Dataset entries
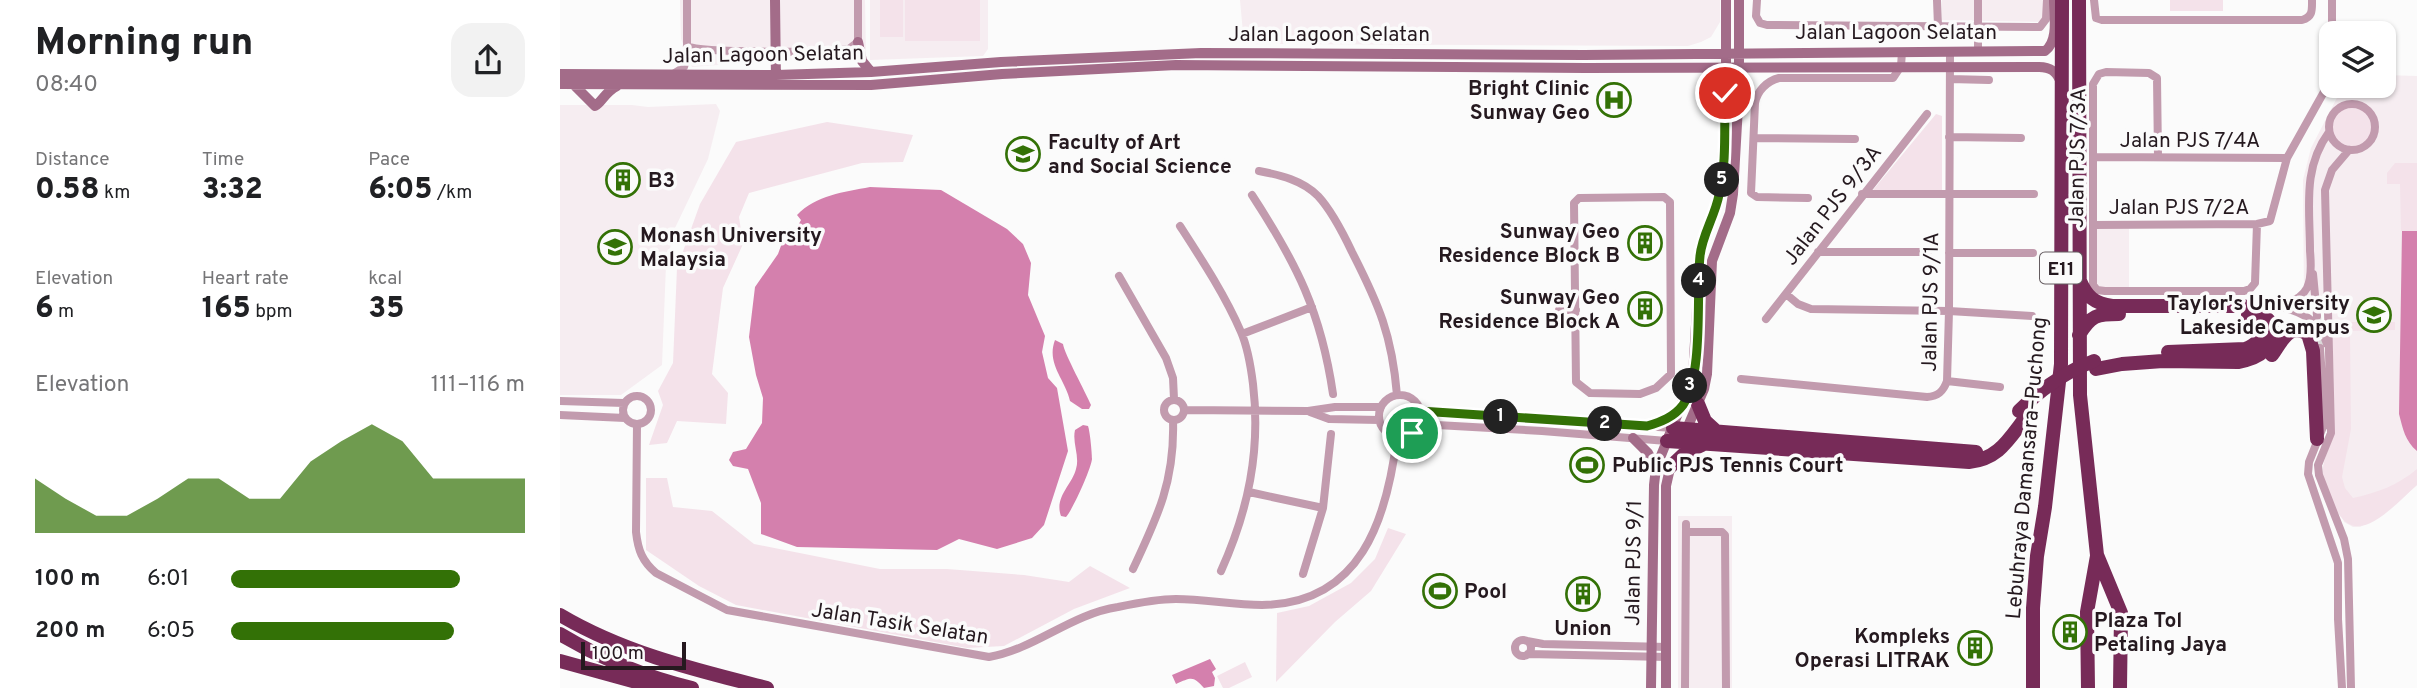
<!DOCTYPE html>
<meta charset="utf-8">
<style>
:root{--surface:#fff;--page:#f2f2f2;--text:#202124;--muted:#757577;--accent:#337106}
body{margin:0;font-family:Overpass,sans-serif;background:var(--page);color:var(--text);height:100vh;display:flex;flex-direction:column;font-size:26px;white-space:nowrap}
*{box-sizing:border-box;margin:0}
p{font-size:23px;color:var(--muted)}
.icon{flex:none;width:38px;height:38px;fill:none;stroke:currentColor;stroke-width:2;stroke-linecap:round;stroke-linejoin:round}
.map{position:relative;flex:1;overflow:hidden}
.details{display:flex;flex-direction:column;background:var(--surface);width:560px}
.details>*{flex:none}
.controls{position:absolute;left:1759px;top:21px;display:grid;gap:14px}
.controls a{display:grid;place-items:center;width:77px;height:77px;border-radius:14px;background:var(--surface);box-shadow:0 2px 5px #0004;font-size:35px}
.scale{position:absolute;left:21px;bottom:18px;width:105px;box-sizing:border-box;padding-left:7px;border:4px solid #25191f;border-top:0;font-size:19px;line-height:24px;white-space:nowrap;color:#25191f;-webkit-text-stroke:5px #fbfbfb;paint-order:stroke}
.pin{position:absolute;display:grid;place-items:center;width:60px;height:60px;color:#fff;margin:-30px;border:4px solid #fff;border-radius:50%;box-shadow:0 2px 7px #0007}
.km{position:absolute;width:35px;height:35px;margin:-18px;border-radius:50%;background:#222;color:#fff;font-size:19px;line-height:35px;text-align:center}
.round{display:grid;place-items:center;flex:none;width:74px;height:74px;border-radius:21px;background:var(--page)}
.summary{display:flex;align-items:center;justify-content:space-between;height:119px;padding:0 35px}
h1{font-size:38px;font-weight:800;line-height:52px}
.stats{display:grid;grid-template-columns:repeat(3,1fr);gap:10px;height:119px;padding:7px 35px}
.stats div{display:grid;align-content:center}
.stats b{font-size:30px;font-weight:800}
.stats small{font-size:19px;font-weight:400}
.stats p{font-size:19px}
.chart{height:196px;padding:14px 35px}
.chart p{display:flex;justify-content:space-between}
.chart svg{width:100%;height:126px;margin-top:7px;fill:var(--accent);opacity:.7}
ul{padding:0 35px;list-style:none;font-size:23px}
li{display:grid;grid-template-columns:112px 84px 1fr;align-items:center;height:52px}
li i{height:18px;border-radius:9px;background:var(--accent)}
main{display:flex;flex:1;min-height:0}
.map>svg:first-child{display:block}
.built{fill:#f6edf1}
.green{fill:#f4e2ea}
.water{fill:#d480ad}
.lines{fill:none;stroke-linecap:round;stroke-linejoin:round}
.street-tunnel{stroke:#dbd9da;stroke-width:8;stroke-dasharray:8 4;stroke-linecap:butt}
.street{stroke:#c29bae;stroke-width:8}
.secondary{stroke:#a36c89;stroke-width:10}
.highway{stroke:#772b58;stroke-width:14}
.highway-bridge{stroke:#772b58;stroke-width:14}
.route-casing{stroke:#fff;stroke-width:14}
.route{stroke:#337106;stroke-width:9}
.labels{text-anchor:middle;stroke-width:7;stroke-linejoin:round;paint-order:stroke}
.shield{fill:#fbfbfb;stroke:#655d61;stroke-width:2}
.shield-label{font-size:19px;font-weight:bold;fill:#25191f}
.street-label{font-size:21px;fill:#25191f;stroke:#fbfbfb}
.poi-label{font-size:21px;font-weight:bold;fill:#25191f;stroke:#fbfbfb;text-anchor:start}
</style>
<main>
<section class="details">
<div class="summary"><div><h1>Morning run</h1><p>08:40</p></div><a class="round"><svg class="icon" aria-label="share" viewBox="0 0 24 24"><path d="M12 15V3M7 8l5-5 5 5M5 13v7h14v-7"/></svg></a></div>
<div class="stats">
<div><p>Distance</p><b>0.58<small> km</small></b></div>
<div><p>Time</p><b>3:32</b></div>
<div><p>Pace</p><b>6:05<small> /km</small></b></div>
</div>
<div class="stats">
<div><p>Elevation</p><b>6<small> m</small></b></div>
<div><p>Heart rate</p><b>165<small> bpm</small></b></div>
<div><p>kcal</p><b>35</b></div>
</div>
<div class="chart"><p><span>Elevation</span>111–116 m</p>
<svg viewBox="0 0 160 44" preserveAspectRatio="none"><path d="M0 44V25L10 32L20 38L30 38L40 32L50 25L60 25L70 32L80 32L90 19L100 12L110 6L120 12L130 25L140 25L150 25L160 25V44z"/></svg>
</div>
<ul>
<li><b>100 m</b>6:01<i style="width:78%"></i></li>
<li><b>200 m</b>6:05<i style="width:76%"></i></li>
</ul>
</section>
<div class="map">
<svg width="1857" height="688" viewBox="0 0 1857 688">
<rect width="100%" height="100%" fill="#fbfbfb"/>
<path class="built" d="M120 0H305L306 54 132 67 121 39Z
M310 0H428V49L423 56 310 60Z
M680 0H1160V22L1151 37 1141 42 1128 46 684 44Z
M1382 0H1490V22L1382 20Z
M1824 75 1857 76V485L1820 517 1800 527H1793L1784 522 1764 467 1774 430 1771 301 1744 299 1743 180 1751 148 1783 86H1824Z
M156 104 160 111 148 159 115 228 106 265 102 365 61 395H0V105H72L88 107Z
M1537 227H1569V289L1539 287 1536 285Z
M1118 516H1172V688H1118Z"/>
<path class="green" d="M320 0H343V37H320Z
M345 0H420V41H345Z
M1610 0H1663V11H1610Z
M1771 125a21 21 0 1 1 42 0a21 21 0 1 1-42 0Z
M1376 114 1382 116V190H1313Z
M267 122 353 135 343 162 302 163 189 193 179 217 183 244 163 288 152 374 168 393 166 424 117 421 107 443 89 445 103 405 98 391 113 363 117 268 140 204 176 142Z
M1835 163H1857V231H1841L1840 184H1827V173Z
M1775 322H1835V330L1790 331 1791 429 1782 477 1785 488 1793 498C1817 493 1838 485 1857 469V485C1831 508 1792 556 1772 500 1769 492 1764 483 1763 474 1761 459 1774 443 1774 427 1775 394 1773 362 1772 329Z
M1019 449 1037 450 1035 481 1017 480Z
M86 478H107L113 507 152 511 194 544 320 569H387L464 575 509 582 530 566 570 588 514 609 444 646 407 648 176 605 139 586 86 550Z
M828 528 846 534 811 591 775 622 716 682 717 613 749 606 791 583 815 559Z
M685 662 692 677 669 688H663L657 676Z"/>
<path class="water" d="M310 187 381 190 447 229 463 244 471 263 468 295 485 336 482 352 488 378 497 388 508 451 484 525 472 538 437 549 399 539 377 550 237 547 201 534V503L188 469 173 466 169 460 173 452 186 449 202 423 203 398 196 375 189 337 195 287 218 254 226 232 234 233 241 220 237 215C256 195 284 192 310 187Z
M1842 231H1857V451C1845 441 1843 429 1839 414Z
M495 340 503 344C504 353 526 393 531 405L529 409H522L510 401C505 379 486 364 495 340Z
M523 425 528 426C530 431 532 453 532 459 531 469 513 509 506 517L501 516C494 497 512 485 516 469 520 456 512 443 515 430Z
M883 573 896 582 875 609 864 601Z
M650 659 656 669 652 672 655 678 654 686 644 688C633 676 632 677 616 684L612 675Z"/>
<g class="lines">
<path class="street-tunnel" d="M1757 316 1760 348"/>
<path class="street" d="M1197 0 1196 16 1200 23 1207 25 1480 27 1486 19 1487 0
M1377 0 1378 26
M1418 0V52
M1534 0 1536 18 1542 20H1742C1753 17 1752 10 1752 0
M1772 33V0
M127 46C139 53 271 53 289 49L298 42V0
M113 74 124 67 127 56V0
M1390 79 1429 80
M1769 127a23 23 0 1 1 46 0a23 23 0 1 1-46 0Z
M1389 137 1461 138
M1194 138 1295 139
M1789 150 1772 170 1765 190 1771 433 1758 465 1759 475 1784 539 1788 559 1791 688
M1533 157 1727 158
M1598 157 1597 78 1589 73 1546 72 1539 74 1533 84V285L1537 290 1545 291H1684L1690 289 1695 283 1697 224
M699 171C720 175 742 180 758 196 772 211 783 233 792 252 819 305 832 335 837 395
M1302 194H1474
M692 195C737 264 761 312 773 394
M1104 197 1110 202 1111 374 1096 388 1080 394 1030 393 1016 382 1014 203 1019 198Z
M1248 198 1197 197 1191 193 1195 103C1197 91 1207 81 1219 78H1333L1341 66 1342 52
M1533 225 1697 224 1710 221 1727 158 1765 90 1770 79 1771 61
M620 226C642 260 665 295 681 332 688 348 691 368 693 384 701 451 688 511 661 571
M1258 252H1368
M1389 253H1473
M1753 274 1757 316
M559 276 606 358 613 378 614 399
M1226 294 1238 304 1251 309 1389 311 1472 316
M998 301 1015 300
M1693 305C1710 305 1737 307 1747 288 1752 278 1751 262 1750 251 1750 208 1742 169 1769 132
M1719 307C1740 310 1761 322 1767 344
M999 310H1016
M1206 319 1367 114
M682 334 752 307
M1760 348 1765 422 1749 462 1748 474 1778 563V619L1782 688
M1181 379 1367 397C1378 396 1383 392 1387 381L1389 311 1390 52
M1387 381 1440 387
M819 416a21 21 0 1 1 42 0a21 21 0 1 1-42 0Z
M63 410a14 14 0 1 1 28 0a14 14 0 1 1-28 0Z
M604 410a10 10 0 1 1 20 0a10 10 0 1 1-20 0Z
M0 401 64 403
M624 410 748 411 775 407H821
M860 411 1113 428
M750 412 769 419 819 420
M0 415 65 418
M77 424 76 532C78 550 82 561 96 573L167 610 429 657C475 649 511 614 558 607 577 603 597 599 616 599 645 599 673 605 702 605 801 604 827 519 837 437
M859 424 982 431 1107 441
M689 492 763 508
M1126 532H1162L1165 535 1166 688
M573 569C598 516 615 480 613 420
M743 574 763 508 771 434
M955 648a8 8 0 1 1 16 0a8 8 0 1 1-16 0Z
M967 641 983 644 1107 647
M968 654 1107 657
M1125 688 1126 524"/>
<path class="secondary" d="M215 0 216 81
M298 42 302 61 311 72
M0 74 216 75 311 72 441 62 641 53 1024 55 1485 51C1499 41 1494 15 1494 0
M0 84 311 85 442 74 616 65 1025 68 1479 67C1490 67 1497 71 1501 83
M13 84 35 106C42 102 45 92 57 86
M1087 426 1107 419 1120 407
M1125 433 1144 389 1147 374 1152 261 1170 213 1173 194 1179 89V0
M1073 438 1088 453 1096 468
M1091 688 1094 485 1096 468 1133 376 1140 256 1159 195 1162 180 1166 67V0
M1106 688V486L1111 464"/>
<path class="highway" d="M1519 0 1520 395 1537 555 1561 613 1560 688
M1520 281C1527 297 1534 303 1552 306H1683L1701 312 1711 323C1716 348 1700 358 1678 362L1603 361 1562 364 1536 369
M1519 335C1531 315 1537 314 1559 314
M1608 352 1685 349C1696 345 1702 339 1701 327L1694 317 1688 315
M1712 355C1722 341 1729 322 1748 334L1753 351 1757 439
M1138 404 1145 421 1157 432
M1113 428 1416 452
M1107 441 1409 462C1437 459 1447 442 1463 421
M1109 468 1125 453 1142 445
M0 615C64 653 136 670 207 688
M0 634C40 658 86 677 132 688
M0 661 98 688
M1473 688V608L1477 556 1485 507 1501 364 1502 0
M1528 688 1527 612 1537 556"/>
<path class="highway-bridge" d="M1459 411C1481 389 1504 372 1534 361"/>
</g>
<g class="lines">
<g class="route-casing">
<path id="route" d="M852 433 859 424 860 411 1087 426C1101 422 1114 417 1123 405 1144 373 1136 296 1140 256 1142 235 1155 216 1159 195 1167 163 1164 126 1165 93"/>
</g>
<use href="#route" class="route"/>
</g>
<defs>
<g id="hospital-ring" transform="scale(1.75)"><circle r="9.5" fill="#fbfbfb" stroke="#337106" stroke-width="1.5"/><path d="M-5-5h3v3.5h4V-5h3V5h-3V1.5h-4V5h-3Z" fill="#337106"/></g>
<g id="university-ring" transform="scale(1.75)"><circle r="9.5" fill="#fbfbfb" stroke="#337106" stroke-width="1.5"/><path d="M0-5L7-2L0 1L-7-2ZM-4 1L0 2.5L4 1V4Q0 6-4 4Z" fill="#337106"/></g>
<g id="building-ring" transform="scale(1.75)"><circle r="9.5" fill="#fbfbfb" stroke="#337106" stroke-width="1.5"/><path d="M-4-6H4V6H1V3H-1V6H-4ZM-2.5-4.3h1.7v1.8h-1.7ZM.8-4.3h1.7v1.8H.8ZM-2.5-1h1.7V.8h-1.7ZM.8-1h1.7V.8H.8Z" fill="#337106"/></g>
<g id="stadium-ring" transform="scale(1.75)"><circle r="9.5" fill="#fbfbfb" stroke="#337106" stroke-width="1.5"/><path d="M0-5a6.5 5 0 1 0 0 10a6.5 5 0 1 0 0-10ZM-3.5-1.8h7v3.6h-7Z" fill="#337106"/></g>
</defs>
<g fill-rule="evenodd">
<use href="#hospital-ring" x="1054" y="100"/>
<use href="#university-ring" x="463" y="154"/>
<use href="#building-ring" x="63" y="180"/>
<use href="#building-ring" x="1085" y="243"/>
<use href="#university-ring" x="55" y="247"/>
<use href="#building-ring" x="1085" y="309"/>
<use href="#university-ring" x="1814" y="315"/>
<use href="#stadium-ring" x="1027" y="465"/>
<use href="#stadium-ring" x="880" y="591"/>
<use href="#building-ring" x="1023" y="594"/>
<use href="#building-ring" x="1510" y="632"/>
<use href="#building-ring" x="1415" y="648"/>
</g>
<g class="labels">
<rect class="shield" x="1480" y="252.5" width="42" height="31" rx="5"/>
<g class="shield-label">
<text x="1501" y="275">E11</text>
</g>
<g class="street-label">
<text x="1336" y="39">Jalan Lagoon Selatan</text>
<text x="769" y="41">Jalan Lagoon Selatan</text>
<text transform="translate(203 54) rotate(-1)" y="7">Jalan Lagoon Selatan</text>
<text x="1630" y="147">Jalan PJS 7/4A</text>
<text transform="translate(1517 158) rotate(-89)" y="7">Jalan PJS 7/3A</text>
<text transform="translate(1272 205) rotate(-52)" y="7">Jalan PJS 9/3A</text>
<text x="1619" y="214">Jalan PJS 7/2A</text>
<text transform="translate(1370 302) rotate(-89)" y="7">Jalan PJS 9/1A</text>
<text transform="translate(1466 468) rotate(-85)" y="7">Lebuhraya Damansara–Puchong</text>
<text transform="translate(1073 563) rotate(-89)" y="7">Jalan PJS 9/1</text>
<text transform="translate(340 623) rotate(9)" y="7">Jalan Tasik Selatan</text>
</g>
<g class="poi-label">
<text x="1030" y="95" text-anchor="end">Bright Clinic<tspan x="1030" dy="24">Sunway Geo</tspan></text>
<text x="488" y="149">Faculty of Art<tspan x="488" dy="24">and Social Science</tspan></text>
<text x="88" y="187">B3</text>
<text x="1060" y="238" text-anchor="end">Sunway Geo<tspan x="1060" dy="24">Residence Block B</tspan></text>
<text x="80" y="242">Monash University<tspan x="80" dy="24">Malaysia</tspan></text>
<text x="1060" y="304" text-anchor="end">Sunway Geo<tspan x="1060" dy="24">Residence Block A</tspan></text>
<text x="1790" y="310" text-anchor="end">Taylor's University<tspan x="1790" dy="24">Lakeside Campus</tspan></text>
<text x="1052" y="472">Public PJS Tennis Court</text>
<text x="904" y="598">Pool</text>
<text x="1534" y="627">Plaza Tol<tspan x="1534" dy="24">Petaling Jaya</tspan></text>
<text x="1023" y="635" text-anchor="middle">Union</text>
<text x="1390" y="643" text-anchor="end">Kompleks<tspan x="1390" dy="24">Operasi LITRAK</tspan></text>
</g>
</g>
</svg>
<div class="controls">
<a><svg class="icon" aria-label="layers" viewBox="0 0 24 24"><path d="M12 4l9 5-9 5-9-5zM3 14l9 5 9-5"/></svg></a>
</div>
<div class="scale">100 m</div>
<div class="pin" style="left:852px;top:433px;background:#1e9e55"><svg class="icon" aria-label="arrive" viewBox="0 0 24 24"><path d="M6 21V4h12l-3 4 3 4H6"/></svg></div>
<div class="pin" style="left:1165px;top:93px;background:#d93025"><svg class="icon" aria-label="check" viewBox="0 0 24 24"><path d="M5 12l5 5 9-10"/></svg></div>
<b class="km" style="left:941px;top:417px">1</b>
<b class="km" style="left:1045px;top:424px">2</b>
<b class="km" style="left:1130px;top:386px">3</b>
<b class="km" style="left:1139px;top:281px">4</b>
<b class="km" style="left:1162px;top:180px">5</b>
</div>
</main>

§ Task statement:
Could you copy every line from the records that has "shadow" in it?

§ Answer to the problem:
.controls a{display:grid;place-items:center;width:77px;height:77px;border-radius:14px;background:var(--surface);box-shadow:0 2px 5px #0004;font-size:35px}
.pin{position:absolute;display:grid;place-items:center;width:60px;height:60px;color:#fff;margin:-30px;border:4px solid #fff;border-radius:50%;box-shadow:0 2px 7px #0007}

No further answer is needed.